**What to do**
Take the lines from the one with "Instruction: Describe this" through the last line of the material below and write them out exactly, without any pictures.

START Supplied entries

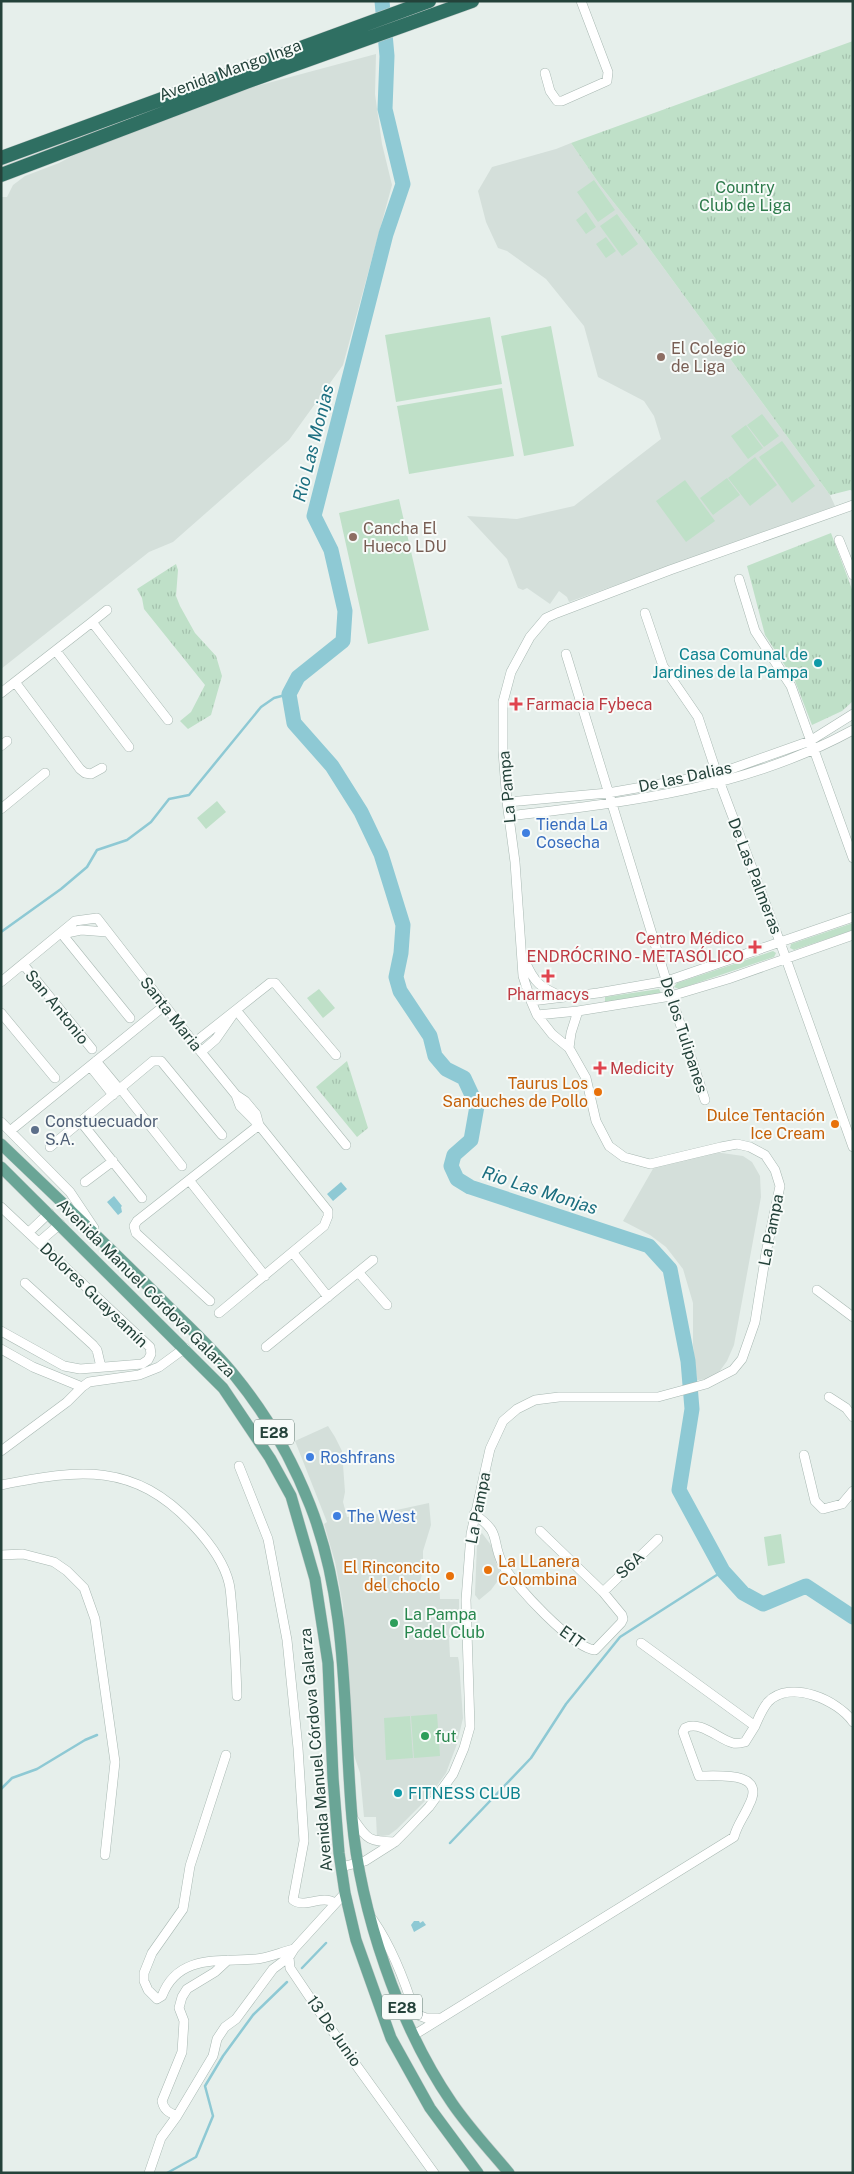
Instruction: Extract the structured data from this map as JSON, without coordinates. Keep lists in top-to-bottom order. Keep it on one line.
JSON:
{"streets":{"highway":["Avenida Mango Inga"],"main road":["Avenida Manuel Córdova Galarza","E28"],"street":["De las Dalias","La Pampa","De Las Palmeras","San Antonio","Santa Maria","De los Tulipanes","Dolores Guaysamín","S6A","E1T","13 De Junio"]},"crossings":[["De las Dalias","La Pampa"],["De las Dalias","De Las Palmeras"],["De las Dalias","De los Tulipanes"],["La Pampa","Avenida Manuel Córdova Galarza"],["La Pampa","E1T"],["San Antonio","Santa Maria"],["Avenida Manuel Córdova Galarza","Dolores Guaysamín"],["S6A","E1T"]],"water":["Rio Las Monjas"],"parks":["Country Club de Liga"],"places":{"other":["El Colegio de Liga","Cancha El Hueco LDU","Casa Comunal de Jardines de la Pampa","Tienda La Cosecha","Taurus Los Sanduches de Pollo","Dulce Tentación Ice Cream","Constuecuador S.A.","Roshfrans","The West","La LLanera Colombina","El Rinconcito del choclo","La Pampa Padel Club","fut","FITNESS CLUB"],"health":["Farmacia Fybeca","Centro Médico ENDRÓCRINO - METASÓLICO","Pharmacys","Medicity"]}}
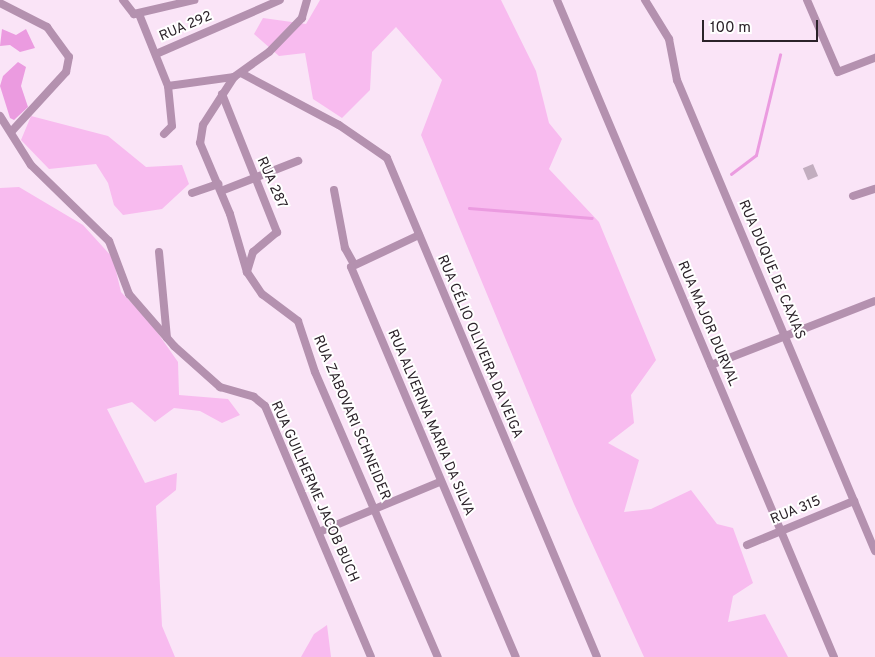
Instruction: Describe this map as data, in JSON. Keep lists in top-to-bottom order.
{
  "streets": {
    "street": [
      "RUA 292",
      "RUA 287",
      "RUA DUQUE DE CAXIAS",
      "RUA MAJOR DURVAL",
      "RUA CÉLIO OLIVEIRA DA VEIGA",
      "RUA ZABOVARI SCHNEIDER",
      "RUA ALVERINA MARIA DA SILVA",
      "RUA GUILHERME JACOB BUCH",
      "RUA 315"
    ]
  },
  "crossings": [
    ["RUA 287", "RUA ZABOVARI SCHNEIDER"],
    ["RUA DUQUE DE CAXIAS", "RUA 315"],
    ["RUA MAJOR DURVAL", "RUA 315"],
    ["RUA CÉLIO OLIVEIRA DA VEIGA", "RUA ZABOVARI SCHNEIDER"]
  ],
  "scale_bar": "100 m"
}
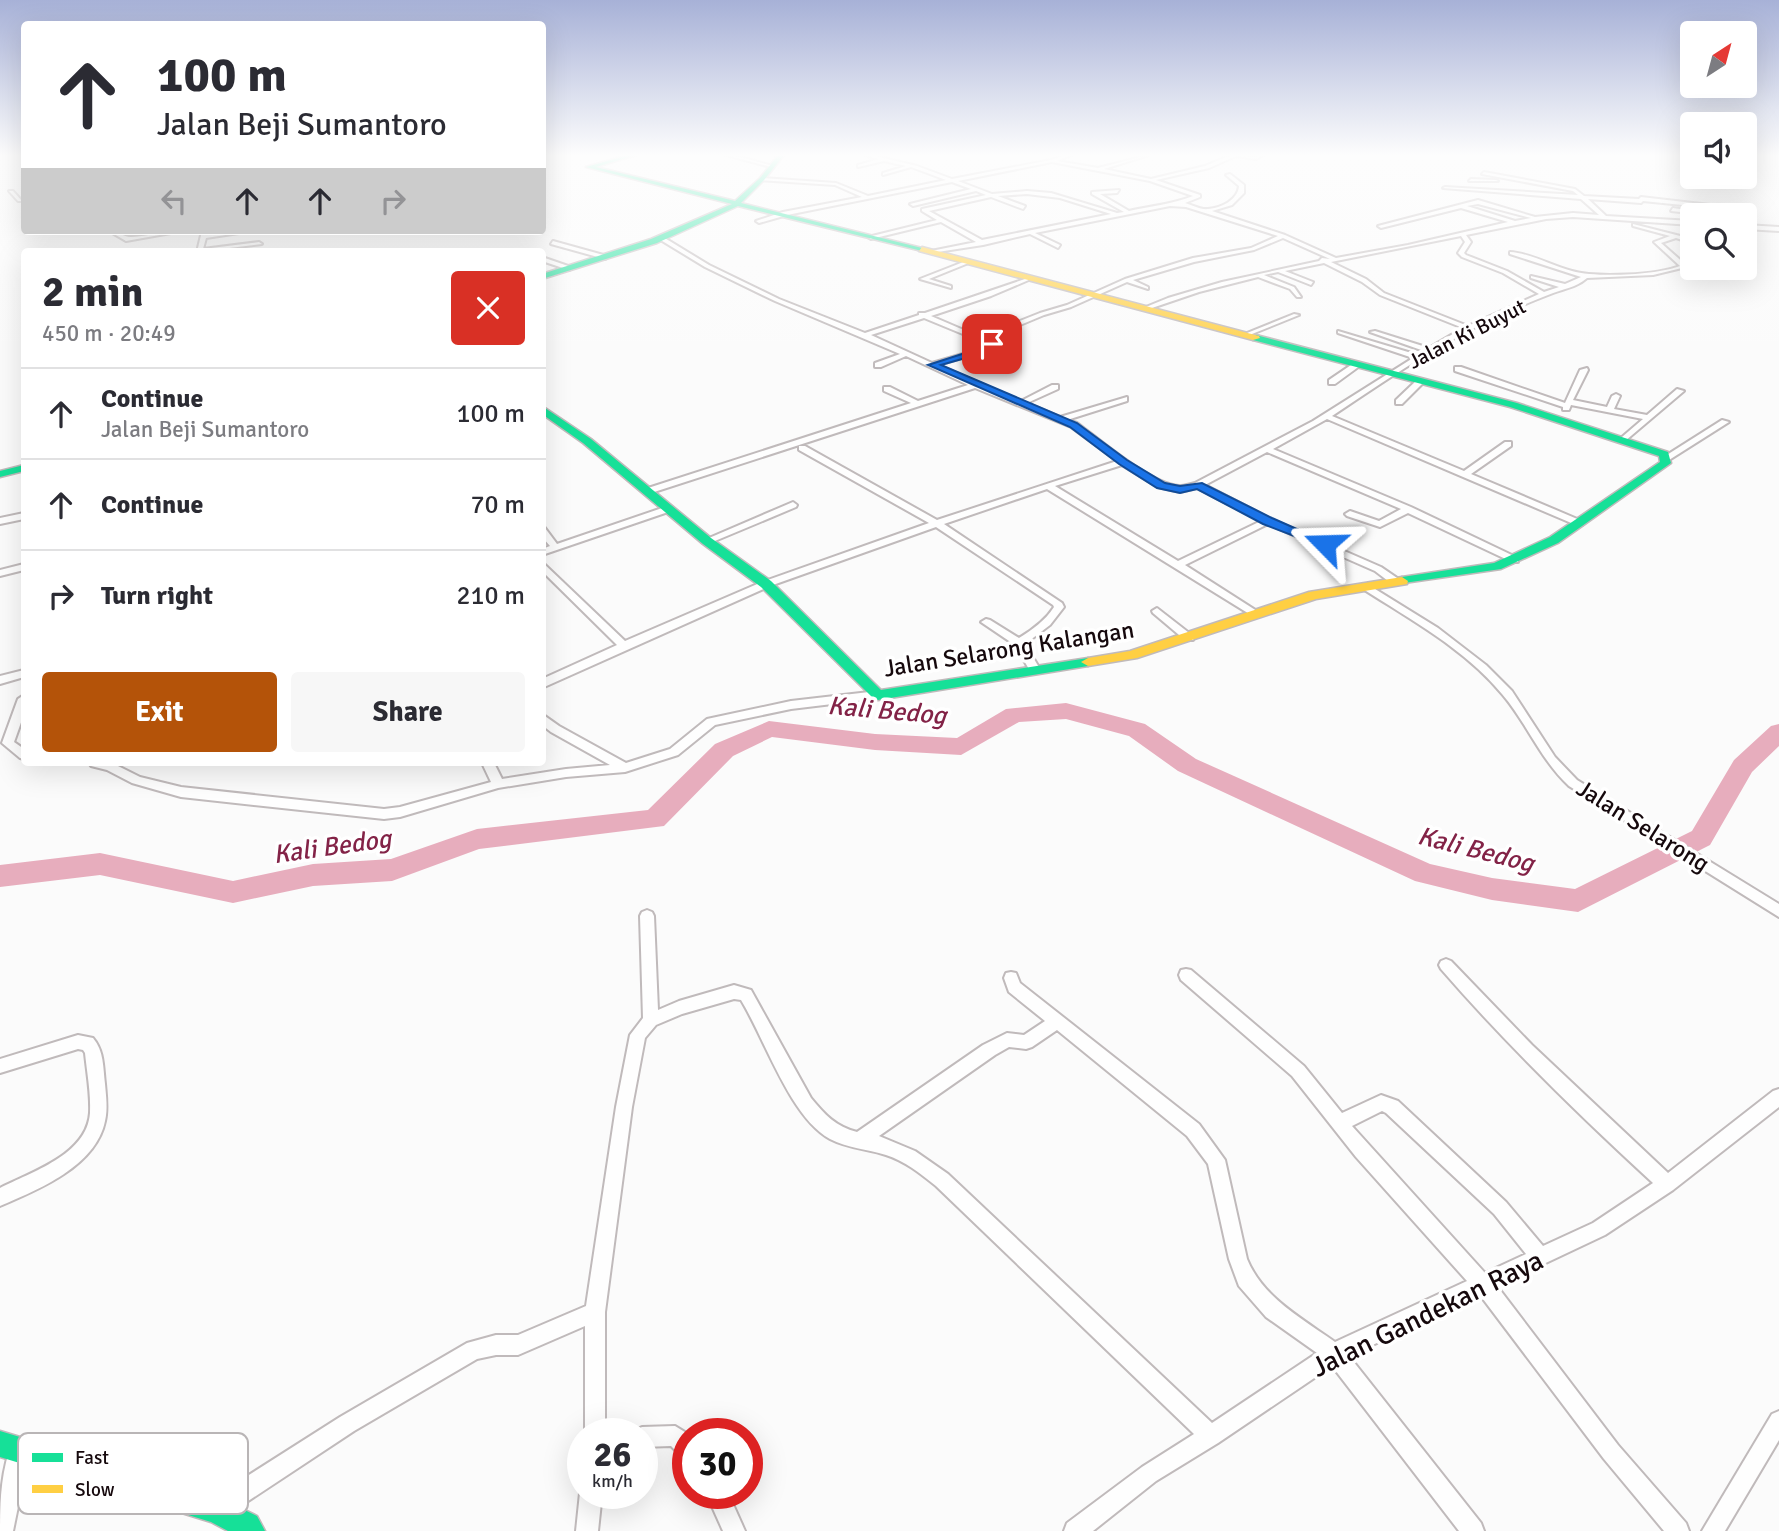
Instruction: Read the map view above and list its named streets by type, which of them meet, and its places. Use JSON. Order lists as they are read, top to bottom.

END Supplied entries

**Expected answer**
Instruction: Describe this map as data, in JSON. Keep lists in top-to-bottom order.
{
  "streets": {
    "street": [
      "RUA 292",
      "RUA 287",
      "RUA DUQUE DE CAXIAS",
      "RUA MAJOR DURVAL",
      "RUA CÉLIO OLIVEIRA DA VEIGA",
      "RUA ZABOVARI SCHNEIDER",
      "RUA ALVERINA MARIA DA SILVA",
      "RUA GUILHERME JACOB BUCH",
      "RUA 315"
    ]
  },
  "crossings": [
    ["RUA 287", "RUA ZABOVARI SCHNEIDER"],
    ["RUA DUQUE DE CAXIAS", "RUA 315"],
    ["RUA MAJOR DURVAL", "RUA 315"],
    ["RUA CÉLIO OLIVEIRA DA VEIGA", "RUA ZABOVARI SCHNEIDER"]
  ],
  "scale_bar": "100 m"
}
Instruction: Read the map view above and list its named streets by type, which of them meet, and its places. Use JSON. Order lists as they are read, top to bottom.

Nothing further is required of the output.